KAFKASYA ÜZERİNE DÜŞÜNCELER[1]
Mehdi Nüzhet ÇETİNBAŞ
Kuzey Kafkasya istiklâl savaşları hiç şüphesizdir ki, dünyanın en kanlı savaşlarından birini teşkil eder. Rus ordularının adeta soykırım yaparcasına gösterdikleri vahşet ve zulümlere karşı yıkılmadan en ufak bir moral çöküntüsüne uğramadan, asırlarca karşı duran ecdadımız zamanın devletleri tarafından anlaşılamamıştır. Daha sonraları dünyanın başına bela kesilecek olan bu musibeti zamanında teşhis eden bahtsız insanlar, medeni (!) dünyanın gözü önünde katl olunmuşlardır.
Kuzey Kafkasya istiklâl savaşları hiç şüphesizdir ki, dünyanın en kanlı savaşlarından birini teşkil eder. Rus ordularının adeta soykırım yaparcasına gösterdikleri vahşet ve zulümlere karşı yıkılmadan en ufak bir moral çöküntüsüne uğramadan, asırlarca karşı duran ecdadımız zamanın devletleri tarafından anlaşılamamıştır. Daha sonraları dünyanın başına bela kesilecek olan bu musibeti zamanında teşhis eden bahtsız insanlar, medeni (!) dünyanın gözü önünde katl olunmuşlardır.
Çerkes toplumunun asırlarca uğramış olduğu zulümlerin suçunu Çarlığa, Bolşevik idarede yapılan katliamların vebalini diktatör Stalin'e yüklemek bugünkü Sovyet rejimini de vebal altından kurtaramayacaktır. Biliyoruz ki devletler gelip geçici, ebedi olanlar ise zihniyetlerdir. Günümüz Sovyet politikası da Çar Deli Petro’dan miras kalan emperyalist bir cihan imparatorluğu üzerine kurulmuştur. Sadece maskesi değişmiştir. Enternasyonalci bir hareket pozisyonuna bürünerek mazlum milletleri iğfal edip, onlara “Altın çağ” vadeden bu yönetim günümüze kadar geçen tatbikatında zulüm ve gözyaşından başka ne verebilmiştir?

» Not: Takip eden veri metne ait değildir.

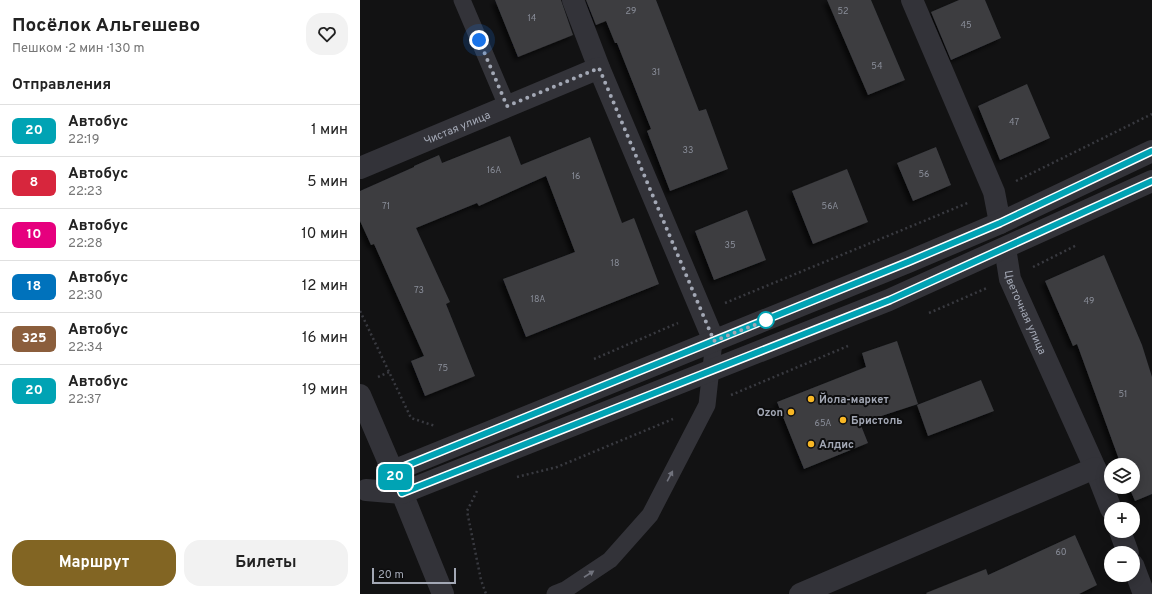 <!DOCTYPE html>
<html lang="ru">
<head>
<meta charset="utf-8">
<style>
  :root { --surface:#fff; --page:#f2f2f2; --text:#222; --muted:#767676; --line:#e0e0e0; --accent:#826523 }
  body { margin:0; font-family:Overpass,sans-serif; background:var(--page); color:var(--text); height:100vh; display:flex; flex-direction:column; font-size:15px; white-space:nowrap }
  * { box-sizing:border-box; margin:0 }
  p { font-size:13px; color:var(--muted) }
  .icon { flex:none; width:22px; height:22px; fill:none; stroke:currentColor; stroke-width:2; stroke-linecap:round; stroke-linejoin:round }
  .map { position:relative; flex:1; overflow:hidden }
  .panel { display:flex; flex-direction:column; background:var(--surface); width:360px }
  .panel>* { flex:none }
  .badge { padding:0 8px; border-radius:6px; font-size:14px; line-height:26px }
  .controls { position:absolute; left:744px; top:458px; display:grid; gap:8px }
  .controls a { display:grid; place-items:center; width:36px; height:36px; border-radius:50%; background:var(--surface); box-shadow:0 2px 10px #0003; font-size:20px }
  .scale { position:absolute; left:12px; bottom:10px; width:84px; box-sizing:border-box; padding-left:4px; border:2px solid #a3a8b5; border-top:0; font-size:11px; line-height:14px; white-space:nowrap; color:#a3a8b5; -webkit-text-stroke:3px #0d0d0e; paint-order:stroke }
  .you { position:absolute; width:20px; height:20px; margin:-10px; border:3px solid #fff; border-radius:50%; background:#1a73e8; box-shadow:0 0 0 6px #1a73e833 }
  .map>.badge { position:absolute; translate:-50% -50%; box-shadow:0 0 0 2px #fff }
  h2 { padding:0 12px; font-size:15px; line-height:36px }
  .round { display:grid; place-items:center; flex:none; width:42px; height:42px; border-radius:16px; background:var(--page) }
  .overview { display:flex; align-items:center; justify-content:space-between; height:68px; padding:0 12px }
  h1 { font-size:19px; font-weight:700; line-height:30px }
  .primary-button { display:flex; gap:8px; margin-top:auto; padding:8px 12px }
  .primary-button a { flex:1; height:46px; border-radius:16px; background:var(--accent); color:#fff; font-size:16px; font-weight:700; line-height:46px; text-align:center }
  .primary-button a+a { background:var(--page); color:var(--text) }
  ul { padding:0; list-style:none }
  li { display:flex; align-items:center; gap:12px; height:52px; padding:0 12px; border-top:1px solid var(--line) }
  li div { flex:1 }
  li b { display:block; font-size:15px }
  li em { font-style:normal }
  li .badge { min-width:44px; font-weight:700; text-align:center }
  main { display:flex; flex:1; min-height:0 }
  .map>svg:first-child { display:block }
  .building { fill:#3c3d41; filter:url(#shadow) }
  .lines { fill:none; stroke-linecap:round; stroke-linejoin:round }
  .path { stroke:#393a40; stroke-width:2.5; stroke-dasharray:2 3; stroke-linecap:butt }
  .service { stroke:#333339; stroke-width:17 }
  .minor { stroke:#333339; stroke-width:22 }
  .tertiary { stroke:#333339; stroke-width:22 }
  .oneway { fill:#71737d }
  .line-casing { stroke:#fff; stroke-width:9 }
  .line { stroke:#00a3b4; stroke-width:6 }
  .walk { stroke:#a3a8b5; stroke-width:4; stroke-dasharray:0 7.2 }
  .stop-dot { fill:#fff; stroke:#00a3b4; stroke-width:2 }
  .poi-dot { fill:#f8b725; stroke:#0d0d0e; stroke-width:1.5 }
  .labels { text-anchor:middle; stroke-width:4; stroke-linejoin:round; paint-order:stroke }
  .number-label { font-size:9px; fill:#898d98 }
  .street-label { font-size:11px; fill:#a3a8b5; stroke:#0d0d0e }
  .poi-label { font-size:11px; font-weight:bold; fill:#a3a8b5; stroke:#0d0d0e; text-anchor:start }
</style>
</head>
<body>
<main>
<section class="panel">
<div class="overview"><div><h1>Посёлок Альгешево</h1><p>Пешком · 2 мин · 130 m</p></div><a class="round"><svg class="icon" aria-label="heart" viewBox="0 0 24 24"><path d="M12 20l-8-8c-3-5 5-10 8-4 3-6 11-1 8 4z"/></svg></a></div>
<h2>Отправления</h2>
<ul>
<li><span class="badge" style="background:#00a3b4;color:#fff">20</span><div><b>Автобус</b><p>22:19</p></div><em>1 мин</em></li>
<li><span class="badge" style="background:#d7263d;color:#fff">8</span><div><b>Автобус</b><p>22:23</p></div><em>5 мин</em></li>
<li><span class="badge" style="background:#e6007e;color:#fff">10</span><div><b>Автобус</b><p>22:28</p></div><em>10 мин</em></li>
<li><span class="badge" style="background:#0072bc;color:#fff">18</span><div><b>Автобус</b><p>22:30</p></div><em>12 мин</em></li>
<li><span class="badge" style="background:#8b5e3c;color:#fff">325</span><div><b>Автобус</b><p>22:34</p></div><em>16 мин</em></li>
<li><span class="badge" style="background:#00a3b4;color:#fff">20</span><div><b>Автобус</b><p>22:37</p></div><em>19 мин</em></li>
</ul>
<div class="primary-button"><a>Маршрут</a><a>Билеты</a></div>
</section>
<div class="map">
<svg width="792" height="594" viewBox="0 0 792 594">
  <defs>
    <filter id="shadow"><feDropShadow dx="-3.5" dy="3.5" stdDeviation="2" flood-color="#0009"/></filter>
  </defs>
  <rect width="100%" height="100%" fill="#121213"/>
  <path class="building" d="M135 0H201L213 35 158 57Z
    M226 0H296L339 111 346 109 368 169 310 191 287 131 291 129 257 43H255L246 21 236 25Z
    M467 0H511L545 80 508 95Z
    M599 0H625L641 38 591 60 571 12Z
    M667 84 690 138 640 160 618 106Z
    M150 136 161 165 230 137 262 223 274 218 299 284 166 337 143 279 215 252 186 176 119 206 117 203 56 228 90 302 86 304 115 376 65 396 51 361 64 356 14 244 11 245 0 221V191L54 167V166L79 155 82 163Z
    M576 147 591 185 553 201 537 163Z
    M487 169 508 222 453 244 432 191Z
    M387 210 406 260 354 280 335 231Z
    M744 255 782 345 792 377V494L775 501 769 487H773V465H761L717 344 713 346 685 281Z
    M537 341 558 404 500 423 508 443 444 469 417 402 506 367 502 353Z
    M621 380 634 411 568 436 557 405Z
    M715 535 737 585 719 594H567L566 593 626 569 628 575Z"/>
  <g class="lines">
    <path class="path" d="M656 181 792 114
      M673 267 717 245
      M365 303 610 202
      M0 311 51 418 75 426
      M569 313 627 288
      M234 359 318 323
      M18 377 29 372
      M371 395 488 346
      M157 477 197 467 313 419
      M117 491 107 511 121 580 126 594"/>
    <path class="service" d="M102 0 147 106
      M195 594 205 590 250 560 290 515 347 405 354 341"/>
    <g class="minor">
      <path d="M213 0 239 68 354 341"/>
      <path d="M552 0 634 192 640 223"/>
      <path id="s1" d="M0 168 239 68"/>
      <path id="s2" d="M645 248 650 279 735 468 751 509"/>
      <path d="M6 490 42 493 83 594"/>
      <path d="M760 531 768 553"/>
      <path d="M773 565 784 594"/>
      <path d="M440 594 735 468"/>
    </g>
    <path class="tertiary" d="M0 395 42 493 529 300 792 181
      M33 471 548 262 640 223 792 151"/>
  </g>
  <defs><path id="oneway-solid" d="M-6-.8H1V-3.2L6.5 0L1 3.2V.8H-6Z"/></defs>
  <g class="oneway">
    <use href="#oneway-solid" transform="translate(310 476) rotate(-62)"/>
    <use href="#oneway-solid" transform="translate(229 574) rotate(-33)"/>
  </g>
  <g class="lines">
    <defs>
      <path id="line" d="M792 151 640 223 548 262 33 471 42 493 530 300 792 181"/>
    </defs>
    <use href="#line" class="line-casing"/>
    <use href="#line" class="line"/>
    <path class="walk" d="M119 40 147 106 239 68 354 341 412 318 406 320"/>
  </g>
  <circle class="stop-dot" cx="406" cy="320" r="8"/>
  <g class="poi-dot">
    <circle cx="451" cy="399" r="4"/>
    <circle cx="431" cy="412" r="4"/>
    <circle cx="483" cy="420" r="4"/>
    <circle cx="451" cy="444" r="4"/>
  </g>
  <g class="labels">
    <g class="number-label">
      <text x="271" y="14">29</text>
      <text x="483" y="14">52</text>
      <text x="172" y="21">14</text>
      <text x="606" y="28">45</text>
      <text x="517" y="69">54</text>
      <text x="296" y="75">31</text>
      <text x="654" y="125">47</text>
      <text x="328" y="153">33</text>
      <text x="134" y="173">16А</text>
      <text x="564" y="177">56</text>
      <text x="216" y="179">16</text>
      <text x="26" y="209">71</text>
      <text x="470" y="209">56А</text>
      <text x="370" y="248">35</text>
      <text x="255" y="266">18</text>
      <text x="59" y="293">73</text>
      <text x="178" y="302">18А</text>
      <text x="729" y="304">49</text>
      <text x="83" y="371">75</text>
      <text x="763" y="397">51</text>
      <text x="463" y="426">65А</text>
      <text x="701" y="555">60</text>
    </g>
    <g class="street-label">
      <text dy="4" stroke="none"><textPath href="#s1" startOffset="105">Чистая улица</textPath></text>
      <text dy="4" stroke="none"><textPath href="#s2" startOffset="68">Цветочная улица</textPath></text>
    </g>
    <g class="poi-label">
      <text x="459" y="403">Йола-маркет</text>
      <text x="423" y="416" text-anchor="end">Ozon</text>
      <text x="491" y="424">Бристоль</text>
      <text x="459" y="448">Алдис</text>
    </g>
  </g>
</svg>
<div class="controls">
<a><svg class="icon" aria-label="layers" viewBox="0 0 24 24"><path d="M12 4l9 5-9 5-9-5zM3 14l9 5 9-5"/></svg></a>
<a>+</a>
<a>−</a>
</div>
<div class="scale">20 m</div>
<div class="you" style="left:119px;top:40px"></div>
<b class="badge" style="left:35px;top:477px;background:#00a3b4;color:#fff">20</b>
</div>
</main>
</body>
</html>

Sovyet anayasasına dayanarak, bağlı bulunduğu ittifakın dışına çıkmak için harekete geçen Macaristan ve Çekoslovak milletlerinin başından geçen kanlı hadiselerin izleri henüz hafızalarımızda taptaze yaşamaktadır.
11 Mayıs 1918 yılında kurulan, kısa ömürlü Şimali Kafkasya Cumhuriyeti’nin 61. yıldönümünü idrak ediyoruz. 61 yıl normal bir insan ömrü. Kafkasya bu zaman zarfından defalarca çalkantılara sahne olmuş, ancak kara talihini bir türlü yenememiştir. Bağımsız devletin kuruluşu esnasında, Milletine ihanet edip Rus idealleri doğrultusunda onlara hizmet eden, Celâl Korkmazov ve arkadaşları Sovyet propagandasının cazibesine kendilerini kaptırmışlardı. Onlara göre Kafkasya kardeşlik içinde kendi kendini yönetecekti.
Sovyetler Birliğinde hazırlanan 1936 anayasası Kafkasya’yı dil ve etnik bakımdan parçalara ayırıyordu. Celâl Korkmazov, Betal Kalmık ve arkadaşları, Kafkasya’nın sağlam bir kültür birliğine sahip olduğunu ve tarih boyunca birlikte yaşadığını ve yine yaşamak istediğini bildirdiler. Korkmazov bütün samimiyetiyle inandığı rejimin bunu kendilerine çok görmeyeceğini umuyordu. Ama bu hareket kendilerine çok pahalıya mal oldu. Bolşevik rejimi tarafından “Burjuva Milliyetçiliği” ile suçlanan Korkmazov ve arkadaşları topluca idam edildiler. Kafkasya idari, etnik ve dil özellikleri ileri sürülerek küçücük parçalara bölündü. Güçsüz cılız özerk diye adlandırılan bölgeler oluşturuldu.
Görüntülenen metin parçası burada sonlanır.